For those who prefer to listen, there is a public domain LibriVox recording available as well: https://archive.org/details/miltons_...1911_librivox/

That's actually a completely different collection...which is completely fine, of course, but the 1645 Poems specifically have the poems (and two masques) in a particular order, likely curated by Milton himself (or in consultation with bookseller Humphrey Moseley). If you're just reading his poems as poems, any collection is fine...but if you want to see them as Milton first published them, you really can't beat the 1645 Poems via the edited/reprinted edition I noted above.

N. Matheson 09-06-2024 10:39 PM

I think I should defend myself from people saying things about me. First of all, I hold this standard to every field, so I am not arguing this is unique to poetry or playwriting. I believe that the only thing in existence that matters is legacy. Nothing else matters. I don't think happiness, children, health, etc. any of that matters when put against legacy. And the only way to secure a legacy, truly, is to become the greatest in your field. Shakespeare achieved total mastery to the point later readers elevated him to the status of a god. He will never leave that position and will be remembered forever in that role.
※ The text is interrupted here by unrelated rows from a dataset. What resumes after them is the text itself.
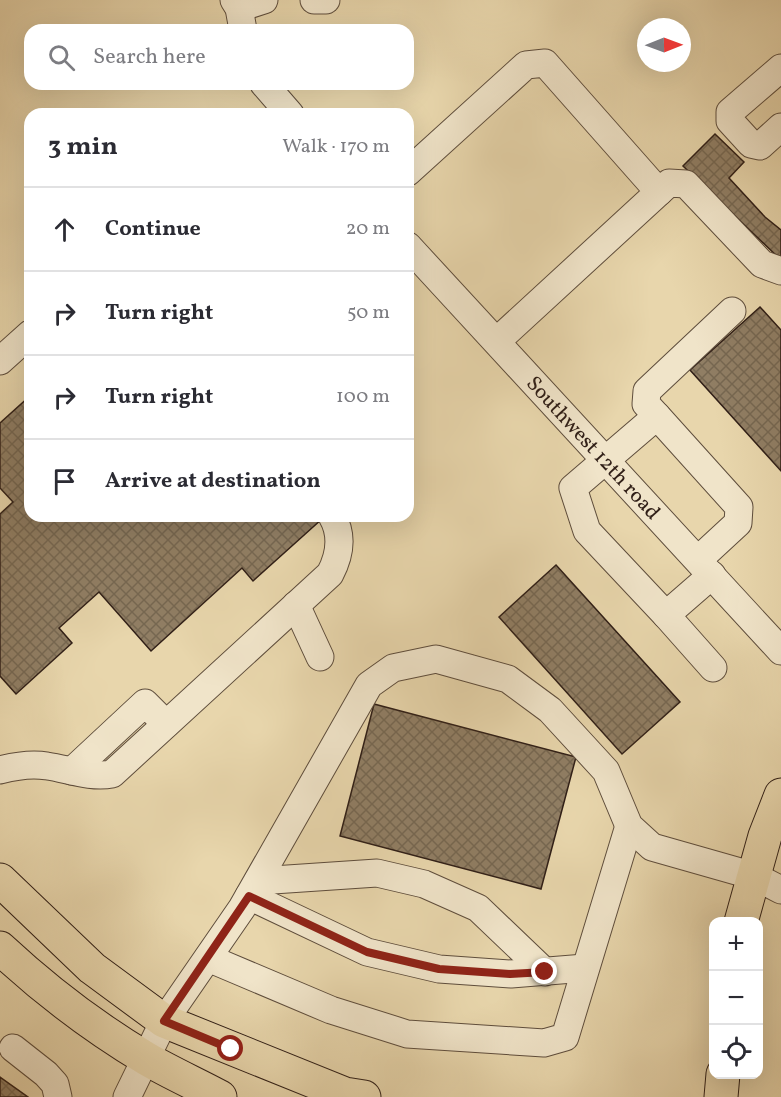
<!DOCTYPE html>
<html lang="en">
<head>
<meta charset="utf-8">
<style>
	body { margin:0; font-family:Vollkorn,serif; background:#f7f7f7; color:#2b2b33 }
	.controls { position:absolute; right:18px; bottom:18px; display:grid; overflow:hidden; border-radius:12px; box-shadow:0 6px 24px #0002 }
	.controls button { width:54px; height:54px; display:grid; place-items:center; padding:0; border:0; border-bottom:2px solid #e1e1e2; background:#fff; color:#2b2b33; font:30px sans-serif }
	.compass { position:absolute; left:637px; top:18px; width:54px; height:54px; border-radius:50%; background:#fff; box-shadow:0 6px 24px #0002; rotate:89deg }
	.stop { position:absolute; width:18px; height:18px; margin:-14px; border:4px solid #8f2418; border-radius:50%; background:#fff }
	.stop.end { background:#8f2418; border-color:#fff; box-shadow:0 2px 6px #0008 }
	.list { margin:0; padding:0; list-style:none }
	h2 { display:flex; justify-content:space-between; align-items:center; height:78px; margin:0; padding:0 24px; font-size:26px }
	h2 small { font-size:20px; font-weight:400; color:#7c7c81 }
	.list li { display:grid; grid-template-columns:39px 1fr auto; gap:18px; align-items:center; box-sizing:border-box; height:84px; padding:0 24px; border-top:2px solid #e1e1e2 }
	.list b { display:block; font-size:22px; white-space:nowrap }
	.list em { font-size:20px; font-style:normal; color:#7c7c81 }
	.icon { flex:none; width:33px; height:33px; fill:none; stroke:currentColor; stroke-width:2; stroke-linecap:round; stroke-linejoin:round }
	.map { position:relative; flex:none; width:781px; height:1097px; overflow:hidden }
	.search { position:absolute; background:#fff; box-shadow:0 6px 24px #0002; left:24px; top:24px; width:390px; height:66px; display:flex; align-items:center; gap:15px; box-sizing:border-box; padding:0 21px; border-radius:18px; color:#7c7c81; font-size:22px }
	.panel { position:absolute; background:#fff; box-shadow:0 6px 24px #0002; left:24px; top:108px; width:390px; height:414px; border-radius:18px }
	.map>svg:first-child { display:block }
	.building { fill:url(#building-cross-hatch); stroke:#301f17; stroke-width:1.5 }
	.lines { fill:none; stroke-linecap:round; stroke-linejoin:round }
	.minor-casing { stroke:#5e4d3c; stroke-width:29 }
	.major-casing { stroke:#301f17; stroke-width:35 }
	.minor { stroke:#f0e4c9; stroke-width:27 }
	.major { stroke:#e8d6ac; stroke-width:33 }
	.route { stroke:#8f2418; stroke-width:8 }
	.labels { text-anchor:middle; stroke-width:4.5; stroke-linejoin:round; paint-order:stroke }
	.street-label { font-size:21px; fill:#301f17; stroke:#f0e4c9 }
</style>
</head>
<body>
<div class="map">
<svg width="781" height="1097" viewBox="0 0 781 1097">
	<defs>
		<pattern id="building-cross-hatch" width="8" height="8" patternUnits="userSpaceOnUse" patternTransform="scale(1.5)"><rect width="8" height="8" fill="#907e64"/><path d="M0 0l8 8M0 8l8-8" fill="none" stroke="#766751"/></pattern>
	</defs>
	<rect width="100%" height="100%" fill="#e8d6ac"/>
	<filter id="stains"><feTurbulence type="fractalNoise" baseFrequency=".00333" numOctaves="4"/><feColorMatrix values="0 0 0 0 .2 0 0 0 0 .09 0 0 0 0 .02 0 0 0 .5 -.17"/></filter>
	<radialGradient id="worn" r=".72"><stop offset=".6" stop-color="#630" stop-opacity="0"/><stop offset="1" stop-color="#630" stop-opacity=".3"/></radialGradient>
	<path class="building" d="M 715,134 L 744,162 L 729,178 L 765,217 L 781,230 L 781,260 L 683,166 Z
		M 760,307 L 781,330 L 781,471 L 690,370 Z
		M 30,396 L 30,516 L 320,516 L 322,519 L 253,581 L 242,568 L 151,651 L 99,592 L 59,628 L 72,643 L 16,694 L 0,676 L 0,514 L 13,502 L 0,488 L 0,423 Z
		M 556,565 L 680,702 L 622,754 L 499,617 Z
		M 374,704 L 576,757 L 541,889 L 340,836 Z
		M 0,1077 L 28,1097 L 0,1097 Z"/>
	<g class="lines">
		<g class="minor-casing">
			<g id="minor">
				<path d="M 234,0 L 239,8 L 243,30"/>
				<path d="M 314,0 L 326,0"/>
				<path d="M 239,8 L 264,0"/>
				<path d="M 781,68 L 730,112 L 730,121 L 751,144 L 760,146 L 781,127"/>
				<path d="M 264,84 L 290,114"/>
				<path d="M 408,172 L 526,65 L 545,63 L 659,192 L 497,341"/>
				<path d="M 659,192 L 669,183 L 686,184 L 762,264 L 781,271"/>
				<path id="s1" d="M 408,246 L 781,651"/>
				<path d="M 0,361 L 30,334"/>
				<path d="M 657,416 L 646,404 L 647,391 L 732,311"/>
				<path d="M 712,575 L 666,615 L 713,668"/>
				<path d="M 296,605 L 320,657"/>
				<path d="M 666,615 L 587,531 L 573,488 L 657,416 L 739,507 L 738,523 L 698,560"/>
				<path d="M 0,770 C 15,766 30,763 47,766 C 68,769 90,778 112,774 L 330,574 C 340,555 343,535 332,516"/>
				<path d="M 72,771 L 145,703 L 166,724"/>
				<path d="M 258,881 L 377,873 L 424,884 L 478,908 L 545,972"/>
				<path d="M 249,896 L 367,952 L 439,969 L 511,974 L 585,968"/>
				<path d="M 208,958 L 331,1010 L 407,1034 L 544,1043 L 565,1037 L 629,826"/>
				<path d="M 13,1048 L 46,1074 L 55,1084 L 58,1097"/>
				<path d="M 127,1097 L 164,1021 L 242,908 L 369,685 L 393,668 L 436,659 L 508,679 L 550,710 L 606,771 L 629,826 L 652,847 L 754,876 L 781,890"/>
			</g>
		</g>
		<g class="major-casing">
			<path id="major" d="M 0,880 L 92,968 L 164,1021 L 345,1094 L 364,1097
				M 741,922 L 765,836 L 781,795
				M 0,948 C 44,989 95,1028 147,1059 C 171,1073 196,1084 220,1097
				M 721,1097 L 723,1074"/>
		</g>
		<use href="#minor" class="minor"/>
		<use href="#major" class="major"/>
	</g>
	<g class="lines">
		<path class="route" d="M 231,1049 L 164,1021 L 249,896 L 367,952 L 439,969 L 510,974 L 545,972"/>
	</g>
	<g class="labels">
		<g class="street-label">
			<text dy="7" stroke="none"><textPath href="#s1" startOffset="274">Southwest 12th road</textPath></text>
		</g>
	</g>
	<rect width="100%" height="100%" filter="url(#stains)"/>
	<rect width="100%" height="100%" fill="url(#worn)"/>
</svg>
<div class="controls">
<button>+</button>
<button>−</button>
<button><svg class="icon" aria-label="locate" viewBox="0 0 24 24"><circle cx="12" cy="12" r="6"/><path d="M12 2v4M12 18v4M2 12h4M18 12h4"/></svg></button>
</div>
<svg class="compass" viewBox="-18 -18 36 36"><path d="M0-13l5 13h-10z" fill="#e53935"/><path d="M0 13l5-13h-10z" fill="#7c7c81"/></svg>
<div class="stop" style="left:231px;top:1049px"></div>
<div class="stop end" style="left:545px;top:972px"></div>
<div class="search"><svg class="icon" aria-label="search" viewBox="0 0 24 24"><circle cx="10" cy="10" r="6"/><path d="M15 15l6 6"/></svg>Search here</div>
<section class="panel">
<h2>3 min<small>Walk · 170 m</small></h2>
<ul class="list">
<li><svg class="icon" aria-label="ahead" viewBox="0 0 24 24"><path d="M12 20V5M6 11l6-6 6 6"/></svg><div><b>Continue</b></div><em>20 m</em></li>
<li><svg class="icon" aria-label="right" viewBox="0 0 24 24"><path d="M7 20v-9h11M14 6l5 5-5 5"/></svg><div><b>Turn right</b></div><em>50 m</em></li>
<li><svg class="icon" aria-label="right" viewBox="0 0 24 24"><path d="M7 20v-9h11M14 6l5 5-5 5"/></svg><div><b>Turn right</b></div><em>100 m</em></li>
<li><svg class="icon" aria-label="arrive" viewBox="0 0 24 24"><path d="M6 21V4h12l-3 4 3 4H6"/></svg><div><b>Arrive at destination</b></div></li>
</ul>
</section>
</div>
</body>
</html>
If he can't be usurped from the role, then you cannot acquire that legacy yourself, so there's no point in conducting your field if there's no more room. I do not know why people are disagreeing with me on this. Legacy is the only thing that can outlast you. We're all flesh and bones that will turn into dust, but legacy will outlast all of that. We should be dedicating ourselves solely to this pursuit above all other things. This is why poetry and all art is a competition, because if you fail to be remembered, then your life will have been a few decades and then dust. I don't know how else to describe that other than failure. This is why I am trying to tell you all that if you can't surpass him, there's not much point. Because if it can't surmount his legacy, then it's doomed to oblivion. A life forgotten isn't much different than a life that never existed to begin with.

Glenn Wright 09-06-2024 10:58 PM

I wonder if Shakespeare was very concerned with his legacy. He did absolutely nothing to preserve his plays for posterity after his death. In fact, he took pains to keep his plays from being published during his lifetime because there were no copyright laws to protect him from rival theater owners mounting productions of his plays. Shakespeare seems to have been more interested in making money to support his wife and children.
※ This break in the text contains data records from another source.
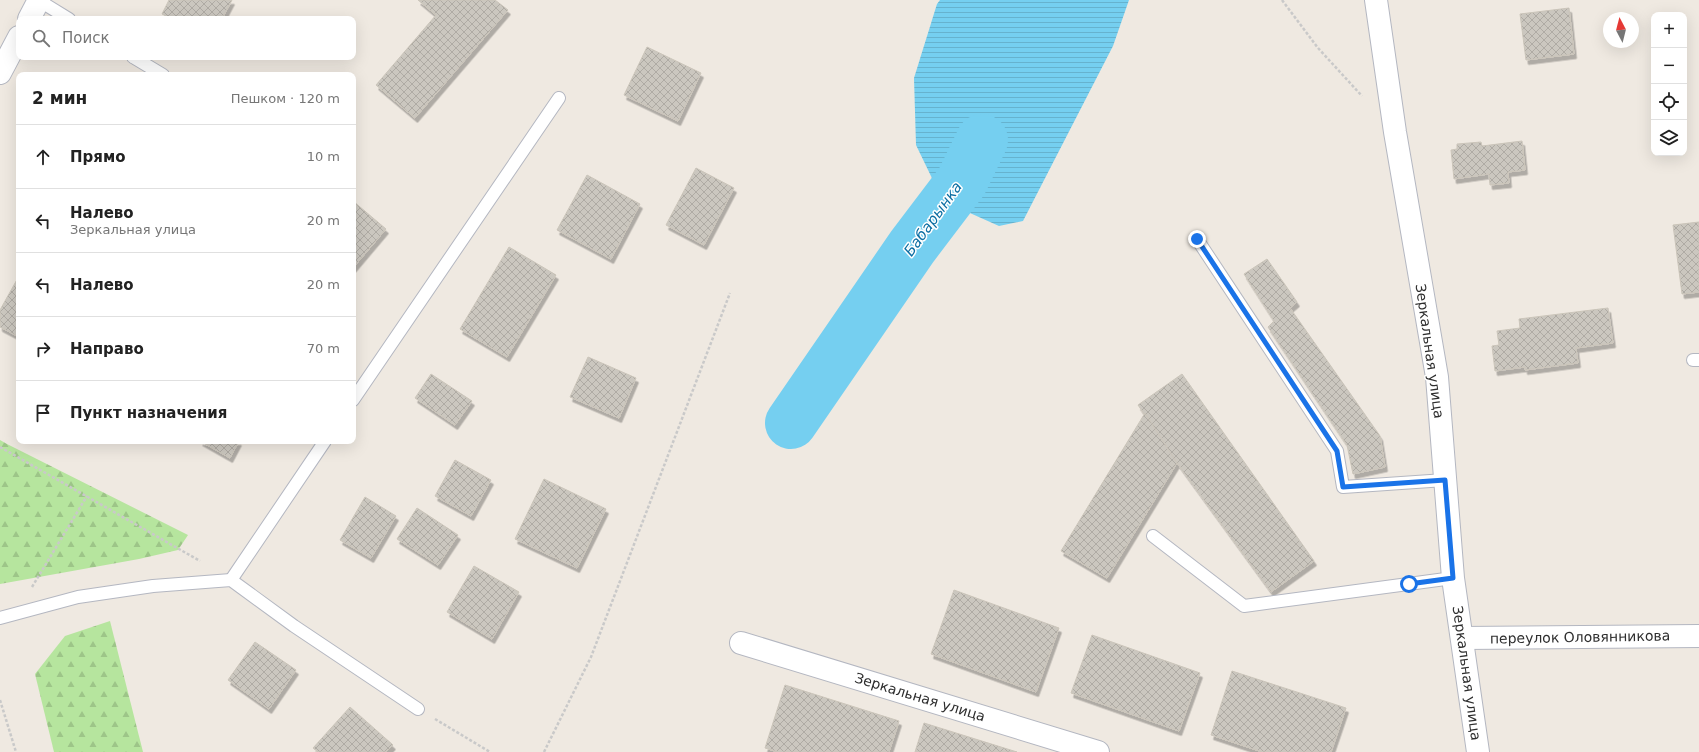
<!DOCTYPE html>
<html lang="ru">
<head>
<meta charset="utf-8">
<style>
	body { margin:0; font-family:"DejaVu Sans",sans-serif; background:#f2f2f2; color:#222 }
	.controls { position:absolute; right:12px; top:12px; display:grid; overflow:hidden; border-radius:8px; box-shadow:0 4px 16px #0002 }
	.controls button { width:36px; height:36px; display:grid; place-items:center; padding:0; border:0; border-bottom:1px solid #e0e0e0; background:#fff; color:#222; font:20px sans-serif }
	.compass { position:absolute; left:1603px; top:12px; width:36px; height:36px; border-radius:50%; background:#fff; box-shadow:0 4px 16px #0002; rotate:353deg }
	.stop { position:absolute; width:12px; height:12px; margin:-9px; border:3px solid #1a73e8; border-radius:50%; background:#fff }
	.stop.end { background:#1a73e8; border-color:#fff; box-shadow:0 1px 4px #0008 }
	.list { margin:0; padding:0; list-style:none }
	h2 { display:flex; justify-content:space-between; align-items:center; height:52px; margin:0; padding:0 16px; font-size:17px }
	h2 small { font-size:13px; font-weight:400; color:#767676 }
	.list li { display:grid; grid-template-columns:26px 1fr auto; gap:12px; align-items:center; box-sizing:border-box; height:64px; padding:0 16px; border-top:1px solid #e0e0e0 }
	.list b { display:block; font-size:15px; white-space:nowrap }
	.list p { margin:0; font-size:13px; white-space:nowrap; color:#767676 }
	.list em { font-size:13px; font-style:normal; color:#767676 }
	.icon { flex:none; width:22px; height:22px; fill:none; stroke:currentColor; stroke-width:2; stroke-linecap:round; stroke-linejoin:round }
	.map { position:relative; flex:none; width:1699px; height:752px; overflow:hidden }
	.search { position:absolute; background:#fff; box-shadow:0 4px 16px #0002; left:16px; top:16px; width:340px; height:44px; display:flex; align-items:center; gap:10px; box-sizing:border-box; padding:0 14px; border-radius:8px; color:#767676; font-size:15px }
	.panel { position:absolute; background:#fff; box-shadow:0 4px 16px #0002; left:16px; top:72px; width:340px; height:372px; border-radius:8px }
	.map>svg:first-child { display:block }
	.forest { fill:url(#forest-firs) }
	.water { fill:url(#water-rules) }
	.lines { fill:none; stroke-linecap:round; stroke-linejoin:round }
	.river { stroke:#75cff0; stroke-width:52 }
	.building { fill:url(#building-cross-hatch); stroke:#cbc5ba; filter:url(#shadow) }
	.lane-casing { stroke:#b4b7c1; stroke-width:14 }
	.street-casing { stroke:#b4b7c1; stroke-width:24 }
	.path { stroke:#c9c9c9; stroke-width:2.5; stroke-dasharray:3 2; stroke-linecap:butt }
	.lane { stroke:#fff; stroke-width:12 }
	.street { stroke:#fff; stroke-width:22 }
	.route { stroke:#1a73e8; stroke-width:5 }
	.labels { text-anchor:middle; stroke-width:3; stroke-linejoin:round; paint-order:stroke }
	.street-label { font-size:14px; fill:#2e2e2e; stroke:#fff }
	.water-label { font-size:15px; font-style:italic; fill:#0d6fa3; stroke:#fff }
</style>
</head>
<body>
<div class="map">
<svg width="1699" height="752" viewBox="0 0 1699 752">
	<defs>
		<pattern id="forest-firs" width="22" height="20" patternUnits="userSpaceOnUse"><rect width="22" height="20" fill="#b6e59e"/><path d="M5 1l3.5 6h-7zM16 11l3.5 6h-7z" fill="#9dc588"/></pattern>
		<pattern id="water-rules" width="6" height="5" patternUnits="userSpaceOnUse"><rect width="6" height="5" fill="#75cff0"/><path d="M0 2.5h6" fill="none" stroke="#66b2ce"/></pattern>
		<pattern id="building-cross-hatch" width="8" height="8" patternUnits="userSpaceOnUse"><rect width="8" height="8" fill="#cbc7bf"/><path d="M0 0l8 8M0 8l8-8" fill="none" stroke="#afaba4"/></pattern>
		<filter id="shadow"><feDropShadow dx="2.5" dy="4.5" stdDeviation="0" flood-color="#0004"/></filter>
	</defs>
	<rect width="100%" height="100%" fill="#efe9e1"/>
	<g class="forest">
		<path d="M 0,440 L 7,444 L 188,535 L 178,550 L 139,559 L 0,584 Z"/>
		<path d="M 110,621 L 143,752 L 54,752 L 35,674 L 65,636 Z"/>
	</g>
	<path class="water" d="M 940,0 L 1129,0 L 1113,46 L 1023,221 L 999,226 L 943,201 L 916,145 L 914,78 L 937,4 Z"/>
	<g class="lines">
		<path class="river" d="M 791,423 L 912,247 L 962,181 L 982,140"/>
	</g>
	<g class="building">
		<path d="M 169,0 L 232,0 L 222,19 L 172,19 L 162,14 Z"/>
		<path d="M 418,0 L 495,0 L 508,10 L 415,118 L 376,85 L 436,15 Z"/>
		<path d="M 1569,8 L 1574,54 L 1526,60 L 1520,14 Z"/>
		<path d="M 647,47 L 701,73 L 678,121 L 624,95 Z"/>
		<path d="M 1522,141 L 1525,170 L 1508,172 L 1509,183 L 1490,185 L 1489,174 L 1454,179 L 1451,150 L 1457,149 L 1457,144 L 1481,142 L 1482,146 Z"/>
		<path d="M 696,168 L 734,188 L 704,245 L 666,225 Z"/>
		<path d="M 587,175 L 640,204 L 611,259 L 557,230 Z"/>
		<path d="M 353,201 L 386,229 L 353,268 Z"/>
		<path d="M 1699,222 L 1699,292 L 1682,294 L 1673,225 Z"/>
		<path d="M 509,247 L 556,275 L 507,357 L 460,329 Z"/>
		<path d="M 1267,259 L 1297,302 L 1290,308 L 1380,436 L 1385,467 L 1353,474 L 1347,445 L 1268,327 L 1274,321 L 1244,274 Z"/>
		<path d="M 19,276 L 19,337 L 0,327 L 0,310 Z"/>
		<path d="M 1608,308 L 1613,343 L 1576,348 L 1578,363 L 1525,370 L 1525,367 L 1495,371 L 1492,346 L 1499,345 L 1497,331 L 1520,328 L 1519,319 Z"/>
		<path d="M 588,357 L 636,378 L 619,418 L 570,397 Z"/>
		<path d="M 431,374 L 472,401 L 455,425 L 415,398 Z"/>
		<path d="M 1182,374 L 1314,561 L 1271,592 L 1177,463 L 1138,405 Z"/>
		<path d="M 1145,413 L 1177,463 L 1107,578 L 1061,551 Z"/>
		<path d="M 200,441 L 239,441 L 230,458 Z"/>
		<path d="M 455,460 L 491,480 L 471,516 L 435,496 Z"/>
		<path d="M 544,479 L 606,509 L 577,568 L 515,539 Z"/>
		<path d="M 365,497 L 396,516 L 371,558 L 340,540 Z"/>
		<path d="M 417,508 L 458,535 L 438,565 L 397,539 Z"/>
		<path d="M 474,566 L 519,592 L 492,639 L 447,612 Z"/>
		<path d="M 954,590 L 1059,628 L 1036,692 L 931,654 Z"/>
		<path d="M 1092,635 L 1200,673 L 1179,731 L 1071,693 Z"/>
		<path d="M 255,642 L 296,670 L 269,709 L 228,680 Z"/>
		<path d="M 1232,671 L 1346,708 L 1331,752 L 1262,752 L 1211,735 Z"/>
		<path d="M 785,685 L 899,721 L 889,752 L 778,752 L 765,748 Z"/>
		<path d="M 350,707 L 393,745 L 386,752 L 318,752 L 313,748 Z"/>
		<path d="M 924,723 L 1017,752 L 915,752 Z"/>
	</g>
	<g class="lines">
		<defs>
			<g id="lane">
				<path d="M 38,0 L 69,19"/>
				<path d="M 133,57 L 163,75"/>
				<path d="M 1197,239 L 1337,451 L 1343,487 L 1445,480"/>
				<path d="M 1693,360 L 1699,360"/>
				<path d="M 353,400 L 559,98"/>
				<path d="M 1153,536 L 1244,606 L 1453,578"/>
				<path d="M 231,580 L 325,441"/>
				<path d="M 0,618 L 78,597 L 153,586 L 231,580 L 294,626 L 418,709"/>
			</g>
			<g id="street">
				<path d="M 1376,0 L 1395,132 L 1437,377 L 1453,578 L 1478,752"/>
				<path d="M 29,19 L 39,0"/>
				<path d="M 0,73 L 19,37"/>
				<path d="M 1462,638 L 1699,636"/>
				<path d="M 741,643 L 1098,752"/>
			</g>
		</defs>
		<use href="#lane" class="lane-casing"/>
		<use href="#street" class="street-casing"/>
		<g class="path">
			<path d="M 1282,0 L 1318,48 L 1362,96"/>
			<path d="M 0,447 L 200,561"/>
			<path d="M 32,587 L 87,496"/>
			<path d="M 0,700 L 16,752"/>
			<path d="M 435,719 L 490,752"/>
			<path d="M 544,752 L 591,657 L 730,293"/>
		</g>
		<use href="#lane" class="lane"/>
		<use href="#street" class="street"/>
	</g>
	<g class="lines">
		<path class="route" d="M 1197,239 L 1337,451 L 1343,487 L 1445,480 L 1453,578 L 1409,584"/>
	</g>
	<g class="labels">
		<g class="street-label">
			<text transform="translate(1430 351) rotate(82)" y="5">Зеркальная улица</text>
			<text transform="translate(1580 637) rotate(-1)" y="5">переулок Оловянникова</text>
			<text transform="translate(1467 673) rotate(82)" y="5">Зеркальная улица</text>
			<text transform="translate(920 697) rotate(17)" y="5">Зеркальная улица</text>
		</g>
		<g class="water-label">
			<text transform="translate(933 219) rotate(-54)" y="5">Бабарынка</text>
		</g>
	</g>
</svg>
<div class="controls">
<button>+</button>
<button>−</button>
<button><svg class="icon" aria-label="locate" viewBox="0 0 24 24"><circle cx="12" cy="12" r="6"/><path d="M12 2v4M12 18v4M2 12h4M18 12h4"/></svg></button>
<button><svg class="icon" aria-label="layers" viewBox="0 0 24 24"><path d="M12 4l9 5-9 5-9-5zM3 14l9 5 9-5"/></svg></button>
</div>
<svg class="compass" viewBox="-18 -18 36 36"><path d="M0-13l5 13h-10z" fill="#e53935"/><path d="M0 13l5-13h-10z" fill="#767676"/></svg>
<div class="stop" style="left:1409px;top:584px"></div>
<div class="stop end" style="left:1197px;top:239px"></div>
<div class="search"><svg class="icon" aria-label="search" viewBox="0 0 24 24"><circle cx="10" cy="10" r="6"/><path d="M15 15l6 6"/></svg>Поиск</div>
<section class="panel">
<h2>2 мин<small>Пешком · 120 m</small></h2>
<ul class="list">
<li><svg class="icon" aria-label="ahead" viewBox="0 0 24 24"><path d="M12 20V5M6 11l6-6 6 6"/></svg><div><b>Прямо</b></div><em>10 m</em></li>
<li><svg class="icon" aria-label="left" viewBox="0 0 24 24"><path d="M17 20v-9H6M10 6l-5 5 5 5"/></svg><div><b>Налево</b><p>Зеркальная улица</p></div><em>20 m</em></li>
<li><svg class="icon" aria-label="left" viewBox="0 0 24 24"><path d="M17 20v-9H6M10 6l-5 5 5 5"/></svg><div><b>Налево</b></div><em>20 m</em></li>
<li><svg class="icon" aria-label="right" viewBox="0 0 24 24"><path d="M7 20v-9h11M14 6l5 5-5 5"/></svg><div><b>Направо</b></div><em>70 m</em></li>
<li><svg class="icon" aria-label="arrive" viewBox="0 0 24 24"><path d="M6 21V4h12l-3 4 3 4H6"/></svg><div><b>Пункт назначения</b></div></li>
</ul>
</section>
</div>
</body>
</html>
You might enjoy this short short story by Isaac Asimov, “The Immortal Bard.” It discusses how Shakespeare might react to being transported to the present day and learning about his legacy.

https://www.ntschools.org/cms/lib/NY...tal%20Bard.pdf

N. Matheson 09-06-2024 11:00 PM

Then the fact he got by accident what people have bled for is even sadder. He was just so perfect, so above us pathetic mortals, he achieved godhood without even trying. If that's suppose to comfort me, it doesn't.

N. Matheson 09-07-2024 04:42 AM

I'm glad you consider my existence to amount to no more than a firestarter.